Return of the Soul - The Nakbah Project

A secret persecution preserved in wax
Scottish based painter, theatre designer and now multimedia artist Jane Frere revisits the Nakbah, the catastrophe that befell the Palestinian people in 1948 when the newly UN-sanctioned nation of Israel expropriated ‘lebensraum’ (living room) through violent ethnic cleansing.
Four years in the making, this exhibition has come about through a combination of workshop programmes in Ramallah and Jerusalem refugee camps, testimonials from those who survived the 1948 massacres and some hard-learned polemic (this project began in a Polish concentration camp). This is a work rooted in the refugee experience and as such it is both moving and tragic.
In the first room, a large industrial white painted space, small wax figures hang from the ceiling on nylon. All facing the same way, they seem to be on some kind of pilgrimage and their passage appears to be an undulating one. Recreated from the figures originally workshopped in the camps, this remarkable installation (that brings to mind the naïve drawings in The Good News Bible pressings of the 1960s and 70s) transcends both the political and the humanitarian to something more elemental and paradoxical (where is the wax from? Can reconstituted candles still be considered iconographic?).

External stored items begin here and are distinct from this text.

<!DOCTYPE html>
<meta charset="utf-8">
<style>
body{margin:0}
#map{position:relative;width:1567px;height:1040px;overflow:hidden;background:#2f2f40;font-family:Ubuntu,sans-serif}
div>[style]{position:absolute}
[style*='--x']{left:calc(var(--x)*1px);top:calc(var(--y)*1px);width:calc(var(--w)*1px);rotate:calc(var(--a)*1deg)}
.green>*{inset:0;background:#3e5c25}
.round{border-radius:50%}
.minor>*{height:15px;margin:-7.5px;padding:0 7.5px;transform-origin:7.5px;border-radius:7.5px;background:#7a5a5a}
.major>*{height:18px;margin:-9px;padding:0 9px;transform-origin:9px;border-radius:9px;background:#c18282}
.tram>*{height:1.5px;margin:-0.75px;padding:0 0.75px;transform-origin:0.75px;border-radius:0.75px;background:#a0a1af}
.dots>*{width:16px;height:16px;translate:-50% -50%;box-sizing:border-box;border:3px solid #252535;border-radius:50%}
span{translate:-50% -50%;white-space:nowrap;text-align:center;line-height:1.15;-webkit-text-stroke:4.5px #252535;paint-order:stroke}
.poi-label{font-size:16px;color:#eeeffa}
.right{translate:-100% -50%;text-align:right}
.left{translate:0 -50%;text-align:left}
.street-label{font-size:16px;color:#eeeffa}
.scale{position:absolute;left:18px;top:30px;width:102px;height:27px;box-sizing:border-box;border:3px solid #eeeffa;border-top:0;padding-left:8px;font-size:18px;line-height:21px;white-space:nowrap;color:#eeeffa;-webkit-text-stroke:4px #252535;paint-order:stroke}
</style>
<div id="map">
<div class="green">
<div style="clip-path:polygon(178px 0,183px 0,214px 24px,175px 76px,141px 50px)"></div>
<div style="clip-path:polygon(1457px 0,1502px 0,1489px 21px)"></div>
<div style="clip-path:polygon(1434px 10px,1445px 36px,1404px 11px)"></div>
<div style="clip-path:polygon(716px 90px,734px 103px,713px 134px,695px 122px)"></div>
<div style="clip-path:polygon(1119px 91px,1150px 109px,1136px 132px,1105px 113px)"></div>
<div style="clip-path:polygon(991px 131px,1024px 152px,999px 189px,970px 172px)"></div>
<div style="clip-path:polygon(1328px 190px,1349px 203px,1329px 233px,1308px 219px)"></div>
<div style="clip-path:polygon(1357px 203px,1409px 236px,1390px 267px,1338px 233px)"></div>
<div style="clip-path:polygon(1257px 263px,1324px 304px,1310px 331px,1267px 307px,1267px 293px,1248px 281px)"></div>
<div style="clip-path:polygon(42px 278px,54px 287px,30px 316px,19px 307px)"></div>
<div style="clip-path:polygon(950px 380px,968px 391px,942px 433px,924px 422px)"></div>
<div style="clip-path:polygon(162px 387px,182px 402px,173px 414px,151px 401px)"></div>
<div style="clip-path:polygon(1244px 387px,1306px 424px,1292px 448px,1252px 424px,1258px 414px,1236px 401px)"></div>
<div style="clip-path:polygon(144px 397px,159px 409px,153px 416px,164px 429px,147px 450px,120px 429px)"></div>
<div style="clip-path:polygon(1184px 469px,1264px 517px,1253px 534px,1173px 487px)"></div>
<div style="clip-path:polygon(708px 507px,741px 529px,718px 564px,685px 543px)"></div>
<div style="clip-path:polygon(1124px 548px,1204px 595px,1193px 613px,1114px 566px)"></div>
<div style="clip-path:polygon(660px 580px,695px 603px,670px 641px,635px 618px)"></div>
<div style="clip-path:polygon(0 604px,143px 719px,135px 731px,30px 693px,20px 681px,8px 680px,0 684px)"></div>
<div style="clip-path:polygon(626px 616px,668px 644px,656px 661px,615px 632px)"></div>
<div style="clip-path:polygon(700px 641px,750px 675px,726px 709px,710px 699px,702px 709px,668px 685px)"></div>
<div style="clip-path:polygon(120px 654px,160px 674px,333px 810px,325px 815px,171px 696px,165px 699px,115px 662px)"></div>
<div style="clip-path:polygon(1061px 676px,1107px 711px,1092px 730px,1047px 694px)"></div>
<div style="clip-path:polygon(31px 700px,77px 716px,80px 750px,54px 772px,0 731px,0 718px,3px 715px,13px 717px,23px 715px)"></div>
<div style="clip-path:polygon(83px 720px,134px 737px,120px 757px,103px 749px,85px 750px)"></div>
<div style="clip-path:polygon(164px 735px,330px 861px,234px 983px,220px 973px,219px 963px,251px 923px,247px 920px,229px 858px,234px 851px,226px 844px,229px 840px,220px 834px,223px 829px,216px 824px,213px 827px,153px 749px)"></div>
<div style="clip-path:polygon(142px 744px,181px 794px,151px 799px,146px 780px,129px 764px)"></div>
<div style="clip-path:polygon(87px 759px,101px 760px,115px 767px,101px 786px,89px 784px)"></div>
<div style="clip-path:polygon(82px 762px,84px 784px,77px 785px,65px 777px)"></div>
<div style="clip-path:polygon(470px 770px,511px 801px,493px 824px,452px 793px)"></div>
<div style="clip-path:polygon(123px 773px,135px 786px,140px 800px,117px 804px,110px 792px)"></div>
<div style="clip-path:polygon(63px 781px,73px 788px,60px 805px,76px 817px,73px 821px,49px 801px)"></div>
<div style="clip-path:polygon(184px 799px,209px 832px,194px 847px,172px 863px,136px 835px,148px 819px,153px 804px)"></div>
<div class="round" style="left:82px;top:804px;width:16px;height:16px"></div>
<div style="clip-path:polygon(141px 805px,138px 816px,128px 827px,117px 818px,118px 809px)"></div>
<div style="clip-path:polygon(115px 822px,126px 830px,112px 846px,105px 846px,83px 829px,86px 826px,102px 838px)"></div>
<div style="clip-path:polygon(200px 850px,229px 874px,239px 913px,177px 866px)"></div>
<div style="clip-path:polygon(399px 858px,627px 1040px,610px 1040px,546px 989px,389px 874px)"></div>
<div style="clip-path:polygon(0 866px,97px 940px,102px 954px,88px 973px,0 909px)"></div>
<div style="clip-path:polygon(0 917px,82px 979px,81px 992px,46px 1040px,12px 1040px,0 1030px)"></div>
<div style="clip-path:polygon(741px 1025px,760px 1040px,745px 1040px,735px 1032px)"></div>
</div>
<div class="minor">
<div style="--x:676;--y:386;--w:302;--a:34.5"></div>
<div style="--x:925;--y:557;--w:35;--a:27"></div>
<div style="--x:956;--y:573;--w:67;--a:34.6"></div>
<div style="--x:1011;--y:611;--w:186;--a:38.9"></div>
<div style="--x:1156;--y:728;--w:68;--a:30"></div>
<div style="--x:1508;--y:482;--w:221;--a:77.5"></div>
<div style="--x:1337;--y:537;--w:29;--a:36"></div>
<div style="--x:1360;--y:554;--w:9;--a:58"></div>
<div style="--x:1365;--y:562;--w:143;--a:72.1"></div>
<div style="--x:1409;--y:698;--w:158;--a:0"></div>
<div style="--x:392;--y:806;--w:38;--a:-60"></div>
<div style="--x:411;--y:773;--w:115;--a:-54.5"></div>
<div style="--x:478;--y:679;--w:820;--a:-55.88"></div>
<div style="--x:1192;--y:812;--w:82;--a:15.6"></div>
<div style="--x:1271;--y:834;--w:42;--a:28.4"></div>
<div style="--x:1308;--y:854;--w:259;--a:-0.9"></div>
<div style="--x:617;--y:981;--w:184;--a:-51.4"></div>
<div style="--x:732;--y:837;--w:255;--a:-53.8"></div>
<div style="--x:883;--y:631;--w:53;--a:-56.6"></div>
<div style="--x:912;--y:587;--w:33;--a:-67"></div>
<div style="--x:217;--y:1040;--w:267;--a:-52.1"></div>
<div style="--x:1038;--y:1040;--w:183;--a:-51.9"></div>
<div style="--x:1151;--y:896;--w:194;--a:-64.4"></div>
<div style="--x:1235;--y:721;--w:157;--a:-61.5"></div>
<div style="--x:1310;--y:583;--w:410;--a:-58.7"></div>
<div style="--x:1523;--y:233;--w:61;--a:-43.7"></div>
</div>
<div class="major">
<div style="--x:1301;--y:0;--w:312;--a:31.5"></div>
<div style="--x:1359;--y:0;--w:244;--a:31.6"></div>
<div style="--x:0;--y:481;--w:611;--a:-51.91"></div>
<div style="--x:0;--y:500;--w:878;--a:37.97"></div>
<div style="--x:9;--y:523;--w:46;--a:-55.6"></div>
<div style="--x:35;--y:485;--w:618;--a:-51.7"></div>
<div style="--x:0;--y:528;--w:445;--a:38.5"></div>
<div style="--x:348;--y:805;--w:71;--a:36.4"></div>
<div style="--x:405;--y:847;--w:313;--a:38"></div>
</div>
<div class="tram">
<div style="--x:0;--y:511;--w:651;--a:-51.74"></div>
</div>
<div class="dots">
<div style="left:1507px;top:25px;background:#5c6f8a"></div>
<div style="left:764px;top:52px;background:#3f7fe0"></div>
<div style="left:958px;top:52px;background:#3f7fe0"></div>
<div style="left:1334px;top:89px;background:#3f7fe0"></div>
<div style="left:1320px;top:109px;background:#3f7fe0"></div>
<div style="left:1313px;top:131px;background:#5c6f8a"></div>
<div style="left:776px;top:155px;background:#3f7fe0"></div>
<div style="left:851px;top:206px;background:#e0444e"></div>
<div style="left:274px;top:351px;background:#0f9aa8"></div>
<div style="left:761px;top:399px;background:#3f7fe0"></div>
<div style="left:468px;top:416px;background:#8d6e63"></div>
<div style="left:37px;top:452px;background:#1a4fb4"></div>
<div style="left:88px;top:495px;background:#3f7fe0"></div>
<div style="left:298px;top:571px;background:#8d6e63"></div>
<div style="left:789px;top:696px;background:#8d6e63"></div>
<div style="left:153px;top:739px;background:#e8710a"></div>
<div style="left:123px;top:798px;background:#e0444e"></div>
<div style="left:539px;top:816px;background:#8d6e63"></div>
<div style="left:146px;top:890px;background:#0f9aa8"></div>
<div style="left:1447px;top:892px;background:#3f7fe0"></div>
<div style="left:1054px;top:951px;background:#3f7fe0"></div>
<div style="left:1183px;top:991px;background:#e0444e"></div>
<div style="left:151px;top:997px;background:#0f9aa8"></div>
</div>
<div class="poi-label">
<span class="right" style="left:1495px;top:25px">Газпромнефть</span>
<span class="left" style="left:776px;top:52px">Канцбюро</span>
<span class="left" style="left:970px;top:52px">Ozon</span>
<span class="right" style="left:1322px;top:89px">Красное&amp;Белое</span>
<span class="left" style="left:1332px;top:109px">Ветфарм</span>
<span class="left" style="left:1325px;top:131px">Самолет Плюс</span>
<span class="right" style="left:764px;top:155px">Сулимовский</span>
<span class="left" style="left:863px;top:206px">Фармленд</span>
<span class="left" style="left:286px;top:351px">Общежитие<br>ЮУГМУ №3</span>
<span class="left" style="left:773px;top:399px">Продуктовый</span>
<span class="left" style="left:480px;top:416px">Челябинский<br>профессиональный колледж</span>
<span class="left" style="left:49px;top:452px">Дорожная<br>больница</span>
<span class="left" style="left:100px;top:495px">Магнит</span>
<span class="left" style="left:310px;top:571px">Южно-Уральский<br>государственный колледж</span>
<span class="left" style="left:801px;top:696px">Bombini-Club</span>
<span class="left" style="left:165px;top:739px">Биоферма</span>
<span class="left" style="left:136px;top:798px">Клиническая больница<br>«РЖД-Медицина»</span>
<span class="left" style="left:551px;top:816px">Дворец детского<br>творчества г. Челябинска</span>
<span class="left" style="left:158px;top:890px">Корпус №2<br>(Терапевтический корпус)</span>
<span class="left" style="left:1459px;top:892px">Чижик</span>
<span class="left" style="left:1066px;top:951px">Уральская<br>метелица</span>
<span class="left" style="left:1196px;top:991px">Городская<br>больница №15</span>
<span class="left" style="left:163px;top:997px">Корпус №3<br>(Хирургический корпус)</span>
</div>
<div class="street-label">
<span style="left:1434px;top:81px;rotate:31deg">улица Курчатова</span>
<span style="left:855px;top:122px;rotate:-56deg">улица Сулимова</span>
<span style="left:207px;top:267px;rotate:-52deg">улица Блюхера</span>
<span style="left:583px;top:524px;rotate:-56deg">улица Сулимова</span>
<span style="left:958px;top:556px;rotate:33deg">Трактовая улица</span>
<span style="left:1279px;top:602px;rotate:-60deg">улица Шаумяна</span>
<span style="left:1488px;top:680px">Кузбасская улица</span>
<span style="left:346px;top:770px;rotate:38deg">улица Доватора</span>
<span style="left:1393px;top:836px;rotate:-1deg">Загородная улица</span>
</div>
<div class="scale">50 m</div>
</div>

The other small room contains two projections, one of abstract-style photographs of the wax figures and the other of the men and women who gave testimonials of their tragic experiences, the audio recordings of which whisper around the room. Though seemingly slight, this admirable exhibition sheds light on a little known terrorisation programme that must not be repeated.
WASPS, Patriothall Studios, 226 7126, until Mon 18 Aug, noon-6pm, free.